##### AVAILABLE DATA #####

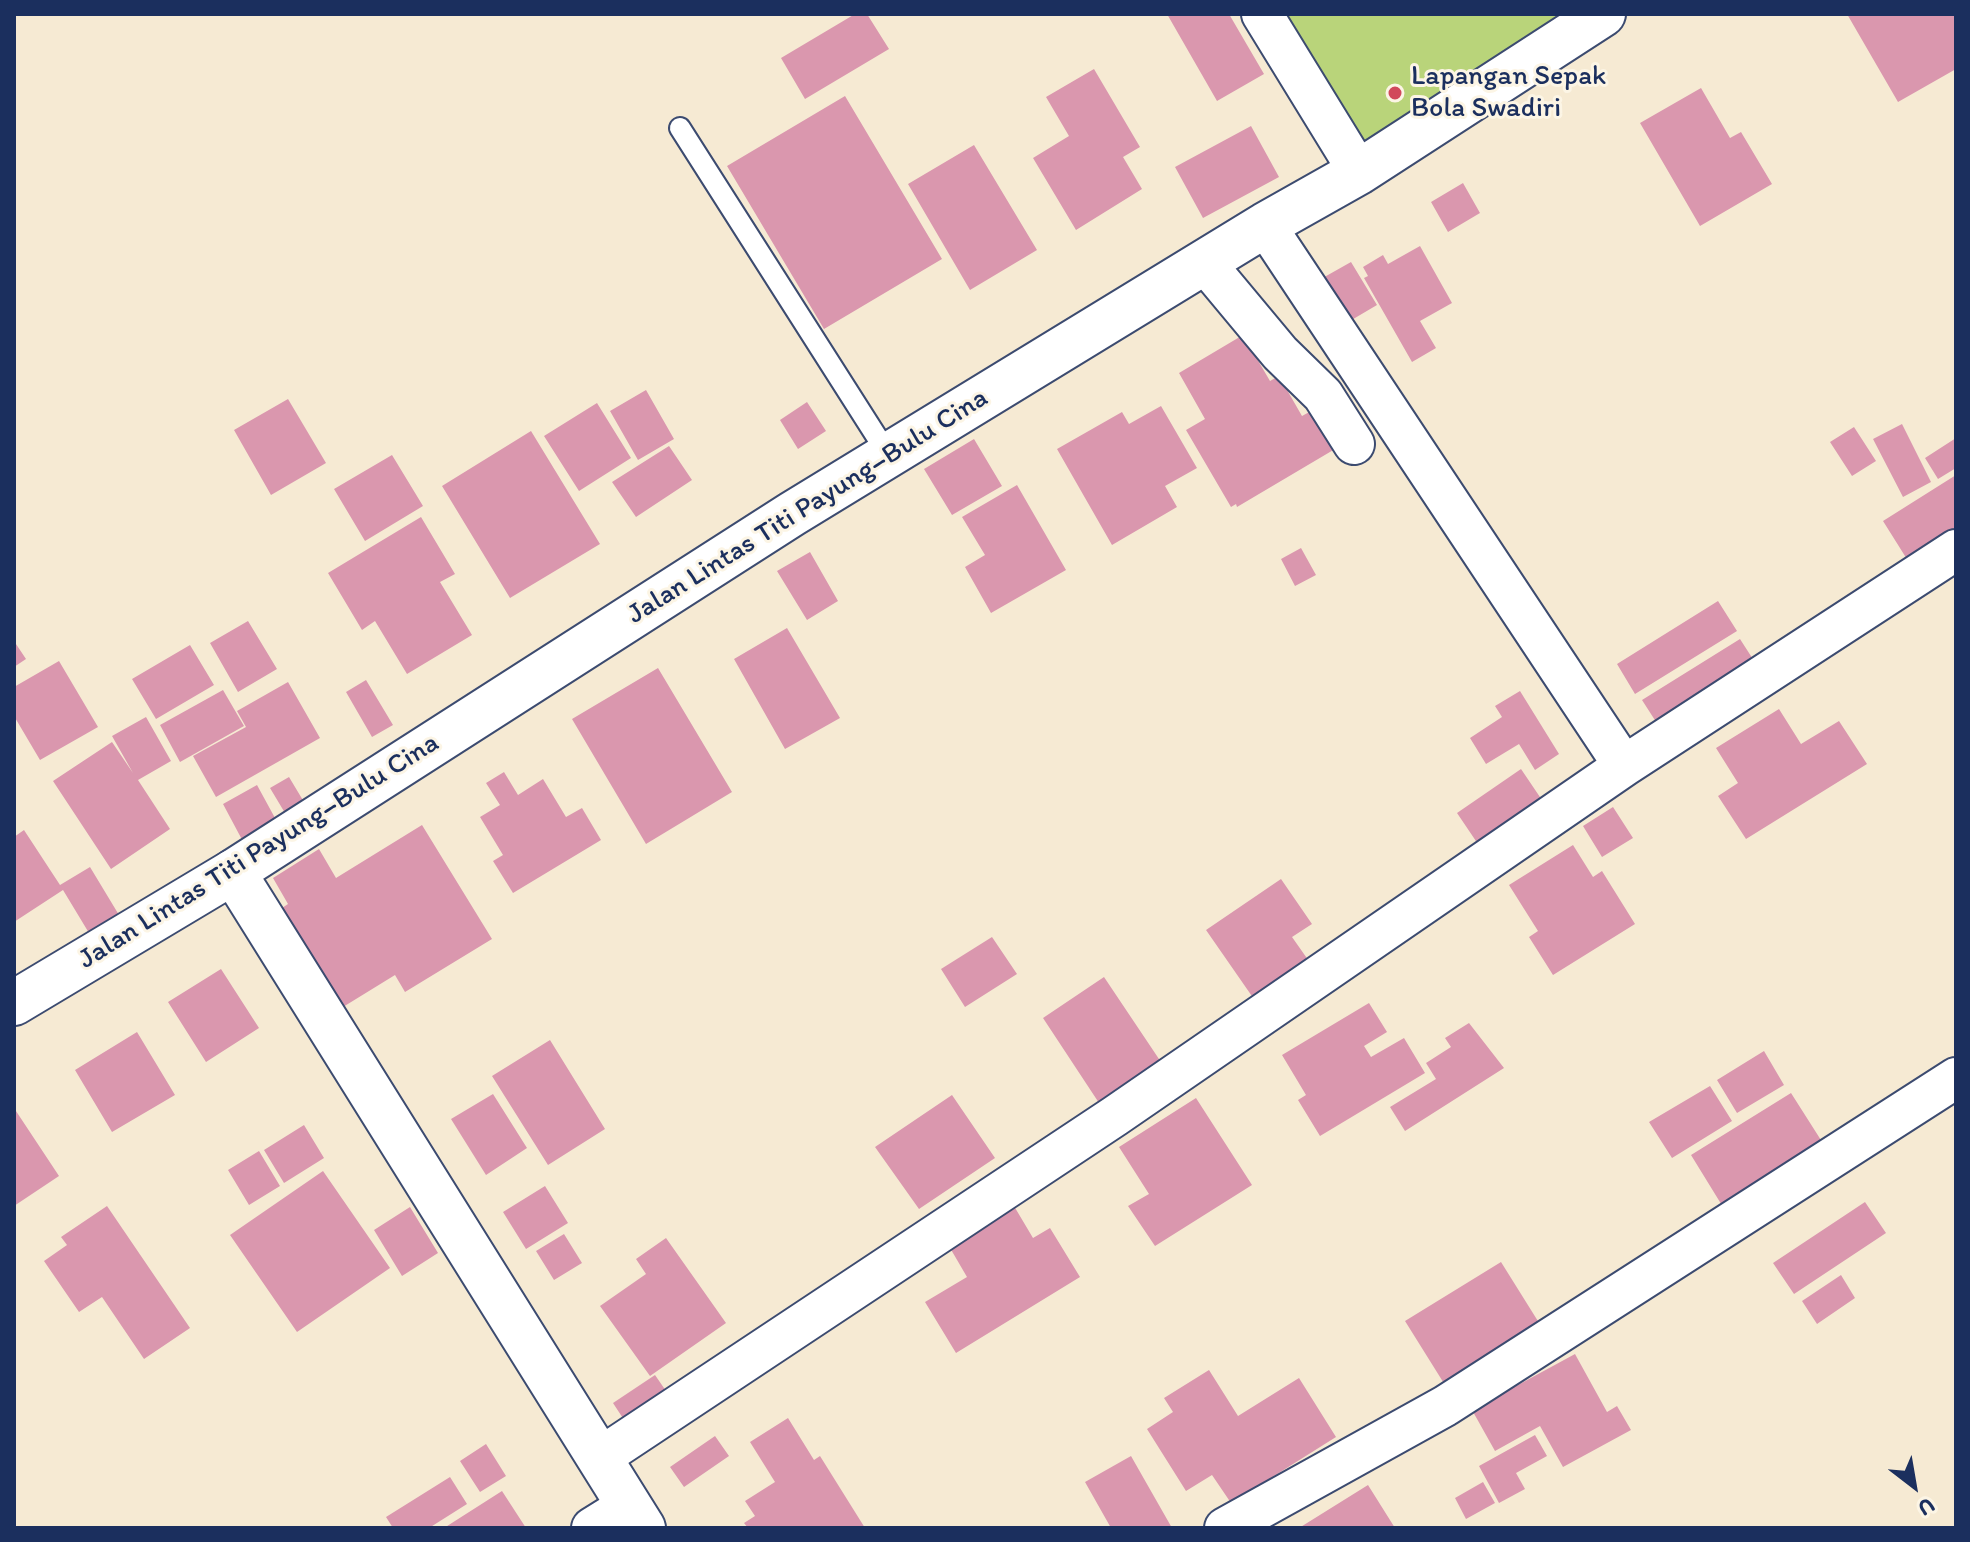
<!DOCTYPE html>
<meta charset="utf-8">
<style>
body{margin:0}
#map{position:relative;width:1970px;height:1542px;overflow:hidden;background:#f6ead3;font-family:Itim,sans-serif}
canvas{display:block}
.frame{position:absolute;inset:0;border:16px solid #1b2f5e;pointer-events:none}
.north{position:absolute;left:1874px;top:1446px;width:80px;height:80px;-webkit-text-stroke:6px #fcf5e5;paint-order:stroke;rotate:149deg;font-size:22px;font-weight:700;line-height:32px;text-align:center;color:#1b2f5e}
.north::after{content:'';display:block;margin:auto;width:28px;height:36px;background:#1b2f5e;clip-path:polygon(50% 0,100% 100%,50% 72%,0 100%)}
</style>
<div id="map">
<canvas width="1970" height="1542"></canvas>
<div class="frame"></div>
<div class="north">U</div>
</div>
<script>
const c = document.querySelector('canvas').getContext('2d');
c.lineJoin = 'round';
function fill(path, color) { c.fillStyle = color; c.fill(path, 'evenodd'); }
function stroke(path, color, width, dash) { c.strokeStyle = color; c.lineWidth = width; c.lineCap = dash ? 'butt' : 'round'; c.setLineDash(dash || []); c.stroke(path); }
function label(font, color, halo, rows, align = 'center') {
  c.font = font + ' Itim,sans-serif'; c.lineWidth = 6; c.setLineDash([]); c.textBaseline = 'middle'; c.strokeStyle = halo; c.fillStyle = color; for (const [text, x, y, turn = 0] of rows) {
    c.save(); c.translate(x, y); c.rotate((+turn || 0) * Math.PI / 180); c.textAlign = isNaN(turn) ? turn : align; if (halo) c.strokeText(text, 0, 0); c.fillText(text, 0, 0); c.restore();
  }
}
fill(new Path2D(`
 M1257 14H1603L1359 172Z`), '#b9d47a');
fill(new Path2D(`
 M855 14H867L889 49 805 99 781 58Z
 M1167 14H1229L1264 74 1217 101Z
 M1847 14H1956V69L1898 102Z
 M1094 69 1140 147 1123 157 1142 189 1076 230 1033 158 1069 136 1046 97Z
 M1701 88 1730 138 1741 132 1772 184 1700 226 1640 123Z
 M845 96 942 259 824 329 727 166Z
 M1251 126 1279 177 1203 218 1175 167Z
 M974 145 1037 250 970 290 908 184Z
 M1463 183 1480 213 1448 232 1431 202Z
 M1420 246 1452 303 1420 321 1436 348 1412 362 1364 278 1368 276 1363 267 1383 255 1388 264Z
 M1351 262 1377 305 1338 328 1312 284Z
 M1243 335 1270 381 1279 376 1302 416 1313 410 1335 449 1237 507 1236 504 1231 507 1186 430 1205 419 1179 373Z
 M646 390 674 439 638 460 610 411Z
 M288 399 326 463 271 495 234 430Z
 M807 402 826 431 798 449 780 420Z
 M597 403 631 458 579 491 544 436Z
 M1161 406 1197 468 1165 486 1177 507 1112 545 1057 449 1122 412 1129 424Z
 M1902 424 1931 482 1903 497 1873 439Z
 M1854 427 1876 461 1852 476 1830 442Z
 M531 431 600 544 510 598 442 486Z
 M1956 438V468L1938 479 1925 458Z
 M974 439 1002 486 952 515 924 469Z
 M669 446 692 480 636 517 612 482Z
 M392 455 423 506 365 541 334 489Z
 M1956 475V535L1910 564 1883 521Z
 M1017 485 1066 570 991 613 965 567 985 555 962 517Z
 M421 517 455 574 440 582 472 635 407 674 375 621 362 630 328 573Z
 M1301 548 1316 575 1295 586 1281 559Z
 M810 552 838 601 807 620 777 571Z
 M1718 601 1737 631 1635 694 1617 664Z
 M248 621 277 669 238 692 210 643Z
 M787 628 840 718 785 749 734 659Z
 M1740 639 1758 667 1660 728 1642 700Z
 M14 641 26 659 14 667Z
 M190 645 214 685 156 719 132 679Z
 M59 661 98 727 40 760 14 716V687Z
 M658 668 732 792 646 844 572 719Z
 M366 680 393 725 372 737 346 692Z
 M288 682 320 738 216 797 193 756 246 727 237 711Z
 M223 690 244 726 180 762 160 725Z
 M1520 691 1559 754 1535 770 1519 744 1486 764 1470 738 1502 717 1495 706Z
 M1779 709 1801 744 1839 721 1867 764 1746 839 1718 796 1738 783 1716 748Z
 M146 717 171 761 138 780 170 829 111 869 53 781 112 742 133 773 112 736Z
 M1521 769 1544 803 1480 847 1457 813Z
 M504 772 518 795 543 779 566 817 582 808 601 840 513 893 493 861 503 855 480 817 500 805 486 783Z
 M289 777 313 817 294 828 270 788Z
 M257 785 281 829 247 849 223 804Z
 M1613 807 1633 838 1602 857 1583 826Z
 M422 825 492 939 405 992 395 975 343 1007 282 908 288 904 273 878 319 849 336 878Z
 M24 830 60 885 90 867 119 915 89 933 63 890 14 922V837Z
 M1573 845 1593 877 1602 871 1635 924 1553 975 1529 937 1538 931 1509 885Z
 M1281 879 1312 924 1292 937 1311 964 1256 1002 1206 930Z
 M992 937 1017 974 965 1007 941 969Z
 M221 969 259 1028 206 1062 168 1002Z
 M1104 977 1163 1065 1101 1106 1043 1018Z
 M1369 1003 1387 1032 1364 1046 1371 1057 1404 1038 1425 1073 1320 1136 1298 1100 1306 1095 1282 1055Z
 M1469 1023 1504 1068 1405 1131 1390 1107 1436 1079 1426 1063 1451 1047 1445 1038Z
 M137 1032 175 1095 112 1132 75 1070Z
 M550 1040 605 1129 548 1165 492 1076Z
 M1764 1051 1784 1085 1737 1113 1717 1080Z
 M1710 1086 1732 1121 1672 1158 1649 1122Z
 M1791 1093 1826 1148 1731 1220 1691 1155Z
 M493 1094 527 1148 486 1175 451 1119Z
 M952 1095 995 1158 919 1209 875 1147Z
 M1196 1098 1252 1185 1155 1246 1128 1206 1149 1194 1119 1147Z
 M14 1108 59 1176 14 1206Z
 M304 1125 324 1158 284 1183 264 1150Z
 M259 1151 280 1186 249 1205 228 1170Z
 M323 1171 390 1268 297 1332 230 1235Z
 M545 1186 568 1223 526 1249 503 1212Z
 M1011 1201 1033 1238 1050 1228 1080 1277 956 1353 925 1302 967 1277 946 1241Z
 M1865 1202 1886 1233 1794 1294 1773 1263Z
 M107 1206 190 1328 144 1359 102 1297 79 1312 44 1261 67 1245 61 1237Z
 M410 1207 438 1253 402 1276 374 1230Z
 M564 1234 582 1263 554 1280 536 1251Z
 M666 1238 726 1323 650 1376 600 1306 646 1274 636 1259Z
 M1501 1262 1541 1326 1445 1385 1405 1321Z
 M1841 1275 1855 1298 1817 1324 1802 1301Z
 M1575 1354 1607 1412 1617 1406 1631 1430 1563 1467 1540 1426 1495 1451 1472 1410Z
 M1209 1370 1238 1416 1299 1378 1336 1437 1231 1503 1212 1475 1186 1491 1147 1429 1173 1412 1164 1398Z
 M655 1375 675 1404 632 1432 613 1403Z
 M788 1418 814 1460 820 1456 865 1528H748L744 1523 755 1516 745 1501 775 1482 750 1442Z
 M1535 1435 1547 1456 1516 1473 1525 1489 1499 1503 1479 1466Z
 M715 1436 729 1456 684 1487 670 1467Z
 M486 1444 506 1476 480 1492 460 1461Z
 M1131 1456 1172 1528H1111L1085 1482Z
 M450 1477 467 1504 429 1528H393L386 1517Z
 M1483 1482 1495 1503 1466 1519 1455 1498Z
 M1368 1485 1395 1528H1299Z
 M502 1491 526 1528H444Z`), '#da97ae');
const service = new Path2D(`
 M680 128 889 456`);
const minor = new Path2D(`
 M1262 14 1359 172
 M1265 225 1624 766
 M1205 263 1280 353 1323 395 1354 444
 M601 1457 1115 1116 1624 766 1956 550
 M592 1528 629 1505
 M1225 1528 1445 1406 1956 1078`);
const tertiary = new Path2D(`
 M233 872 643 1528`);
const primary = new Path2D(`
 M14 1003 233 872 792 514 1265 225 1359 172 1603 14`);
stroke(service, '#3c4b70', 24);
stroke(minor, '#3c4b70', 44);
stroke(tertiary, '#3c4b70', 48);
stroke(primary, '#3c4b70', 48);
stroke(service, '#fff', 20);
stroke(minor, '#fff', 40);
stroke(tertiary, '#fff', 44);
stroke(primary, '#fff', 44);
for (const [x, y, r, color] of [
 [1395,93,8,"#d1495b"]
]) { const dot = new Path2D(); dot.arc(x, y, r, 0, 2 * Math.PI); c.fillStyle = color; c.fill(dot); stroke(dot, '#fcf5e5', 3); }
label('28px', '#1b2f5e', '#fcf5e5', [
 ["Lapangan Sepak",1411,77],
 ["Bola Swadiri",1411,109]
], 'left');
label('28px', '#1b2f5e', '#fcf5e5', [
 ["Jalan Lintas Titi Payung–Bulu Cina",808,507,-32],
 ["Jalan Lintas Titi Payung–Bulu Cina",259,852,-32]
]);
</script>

#####
##### AVAILABLE DATA #####

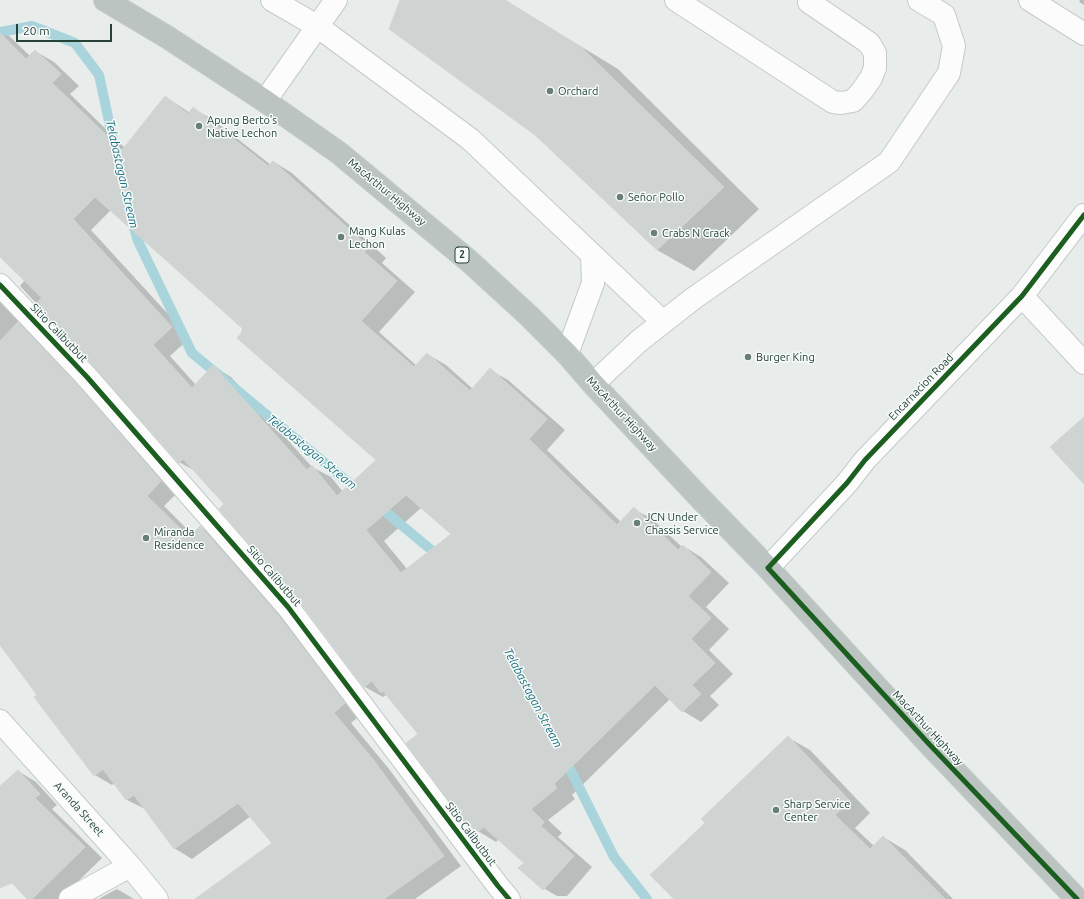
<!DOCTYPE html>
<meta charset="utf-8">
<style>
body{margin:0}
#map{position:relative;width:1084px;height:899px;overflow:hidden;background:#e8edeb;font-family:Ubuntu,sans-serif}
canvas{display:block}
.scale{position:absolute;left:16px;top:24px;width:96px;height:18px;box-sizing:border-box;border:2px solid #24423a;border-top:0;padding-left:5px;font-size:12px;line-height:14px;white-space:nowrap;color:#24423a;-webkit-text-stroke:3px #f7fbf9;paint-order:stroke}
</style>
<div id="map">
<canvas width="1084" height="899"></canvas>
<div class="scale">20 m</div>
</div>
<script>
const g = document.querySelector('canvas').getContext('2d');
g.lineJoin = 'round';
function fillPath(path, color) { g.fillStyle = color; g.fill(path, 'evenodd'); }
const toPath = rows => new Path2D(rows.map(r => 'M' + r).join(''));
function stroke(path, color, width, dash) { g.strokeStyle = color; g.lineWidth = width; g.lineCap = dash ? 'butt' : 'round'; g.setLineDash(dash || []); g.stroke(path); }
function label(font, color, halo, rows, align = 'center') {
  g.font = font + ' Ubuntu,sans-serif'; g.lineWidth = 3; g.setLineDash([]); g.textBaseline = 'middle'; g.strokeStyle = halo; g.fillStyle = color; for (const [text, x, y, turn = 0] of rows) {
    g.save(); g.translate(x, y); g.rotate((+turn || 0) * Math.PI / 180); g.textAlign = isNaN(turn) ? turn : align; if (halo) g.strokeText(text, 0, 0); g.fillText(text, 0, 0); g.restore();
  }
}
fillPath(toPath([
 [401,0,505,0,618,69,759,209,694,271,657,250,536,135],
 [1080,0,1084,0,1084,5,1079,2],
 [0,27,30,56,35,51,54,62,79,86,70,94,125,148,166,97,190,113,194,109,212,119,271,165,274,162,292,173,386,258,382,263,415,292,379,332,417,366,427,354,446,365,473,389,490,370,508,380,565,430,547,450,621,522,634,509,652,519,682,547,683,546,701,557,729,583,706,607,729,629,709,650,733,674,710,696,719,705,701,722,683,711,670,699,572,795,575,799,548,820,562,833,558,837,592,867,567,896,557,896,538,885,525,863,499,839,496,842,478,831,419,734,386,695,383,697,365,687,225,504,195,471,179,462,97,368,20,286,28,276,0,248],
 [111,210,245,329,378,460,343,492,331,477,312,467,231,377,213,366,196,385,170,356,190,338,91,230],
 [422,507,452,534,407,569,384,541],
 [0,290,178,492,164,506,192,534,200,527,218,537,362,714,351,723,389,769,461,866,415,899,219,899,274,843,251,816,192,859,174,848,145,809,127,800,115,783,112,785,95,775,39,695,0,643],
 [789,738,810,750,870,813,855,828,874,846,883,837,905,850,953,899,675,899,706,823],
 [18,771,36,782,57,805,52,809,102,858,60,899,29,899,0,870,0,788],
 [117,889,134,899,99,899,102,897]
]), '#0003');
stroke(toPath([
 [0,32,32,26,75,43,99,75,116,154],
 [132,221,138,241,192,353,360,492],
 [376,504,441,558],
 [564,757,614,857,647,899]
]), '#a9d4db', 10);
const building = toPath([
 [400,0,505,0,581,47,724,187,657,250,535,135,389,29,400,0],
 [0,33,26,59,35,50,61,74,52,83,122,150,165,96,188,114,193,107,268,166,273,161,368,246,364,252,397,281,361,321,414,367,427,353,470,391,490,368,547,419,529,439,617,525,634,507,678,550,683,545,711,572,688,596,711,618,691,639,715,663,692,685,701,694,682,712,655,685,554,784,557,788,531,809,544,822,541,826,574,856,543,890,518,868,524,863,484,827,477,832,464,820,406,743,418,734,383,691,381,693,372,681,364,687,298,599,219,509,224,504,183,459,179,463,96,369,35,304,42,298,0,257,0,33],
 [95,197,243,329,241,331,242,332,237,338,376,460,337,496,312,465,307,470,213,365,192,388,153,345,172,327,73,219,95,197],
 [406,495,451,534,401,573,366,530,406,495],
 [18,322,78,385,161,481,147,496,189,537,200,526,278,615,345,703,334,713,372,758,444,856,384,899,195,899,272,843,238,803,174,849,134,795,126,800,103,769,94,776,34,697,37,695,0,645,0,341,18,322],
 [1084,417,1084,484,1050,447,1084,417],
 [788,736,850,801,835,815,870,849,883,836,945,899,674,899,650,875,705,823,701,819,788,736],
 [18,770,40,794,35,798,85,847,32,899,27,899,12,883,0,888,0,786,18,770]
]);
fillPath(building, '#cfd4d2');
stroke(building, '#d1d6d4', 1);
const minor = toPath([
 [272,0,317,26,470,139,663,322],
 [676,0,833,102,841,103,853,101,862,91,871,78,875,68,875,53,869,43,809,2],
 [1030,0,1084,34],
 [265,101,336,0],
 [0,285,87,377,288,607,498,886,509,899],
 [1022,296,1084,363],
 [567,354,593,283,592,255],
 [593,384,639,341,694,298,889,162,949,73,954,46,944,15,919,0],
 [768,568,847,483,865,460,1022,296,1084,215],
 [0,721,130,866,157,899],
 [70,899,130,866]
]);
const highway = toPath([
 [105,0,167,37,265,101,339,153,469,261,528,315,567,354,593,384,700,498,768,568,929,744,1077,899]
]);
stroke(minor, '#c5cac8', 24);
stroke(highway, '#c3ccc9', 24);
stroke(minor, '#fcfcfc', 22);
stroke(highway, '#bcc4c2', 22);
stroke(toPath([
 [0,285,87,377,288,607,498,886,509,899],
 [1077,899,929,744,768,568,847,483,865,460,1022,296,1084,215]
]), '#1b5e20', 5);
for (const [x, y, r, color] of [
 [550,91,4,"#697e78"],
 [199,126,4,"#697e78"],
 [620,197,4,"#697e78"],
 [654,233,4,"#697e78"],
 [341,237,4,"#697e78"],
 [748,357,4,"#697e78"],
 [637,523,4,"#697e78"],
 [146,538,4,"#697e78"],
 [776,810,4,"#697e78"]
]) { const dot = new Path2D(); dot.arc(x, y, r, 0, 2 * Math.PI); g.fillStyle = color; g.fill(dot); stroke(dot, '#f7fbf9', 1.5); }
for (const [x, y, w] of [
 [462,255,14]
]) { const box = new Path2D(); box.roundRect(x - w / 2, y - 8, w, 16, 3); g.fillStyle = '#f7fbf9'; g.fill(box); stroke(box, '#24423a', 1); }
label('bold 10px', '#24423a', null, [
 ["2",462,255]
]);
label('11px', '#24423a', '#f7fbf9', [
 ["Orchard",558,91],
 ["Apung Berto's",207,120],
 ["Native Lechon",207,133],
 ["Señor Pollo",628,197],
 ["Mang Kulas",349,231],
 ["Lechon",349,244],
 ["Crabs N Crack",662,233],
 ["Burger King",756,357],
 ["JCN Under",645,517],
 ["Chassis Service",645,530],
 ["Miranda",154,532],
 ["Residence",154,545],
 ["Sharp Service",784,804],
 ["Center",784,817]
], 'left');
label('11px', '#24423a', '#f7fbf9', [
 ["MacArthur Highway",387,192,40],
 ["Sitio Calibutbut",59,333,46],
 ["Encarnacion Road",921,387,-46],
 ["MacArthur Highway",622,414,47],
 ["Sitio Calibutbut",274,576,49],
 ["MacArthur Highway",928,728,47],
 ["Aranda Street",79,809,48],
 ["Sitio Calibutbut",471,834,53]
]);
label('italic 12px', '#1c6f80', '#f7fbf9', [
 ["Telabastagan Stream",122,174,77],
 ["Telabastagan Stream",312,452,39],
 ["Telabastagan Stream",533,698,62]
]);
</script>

#####

TASK STATEMENT: Look through the entries above, find each line containing "canvas", and copy it.

SOLUTION TO THE PROBLEM:
canvas{display:block}
<canvas width="1970" height="1542"></canvas>
const c = document.querySelector('canvas').getContext('2d');
canvas{display:block}
<canvas width="1084" height="899"></canvas>
const g = document.querySelector('canvas').getContext('2d');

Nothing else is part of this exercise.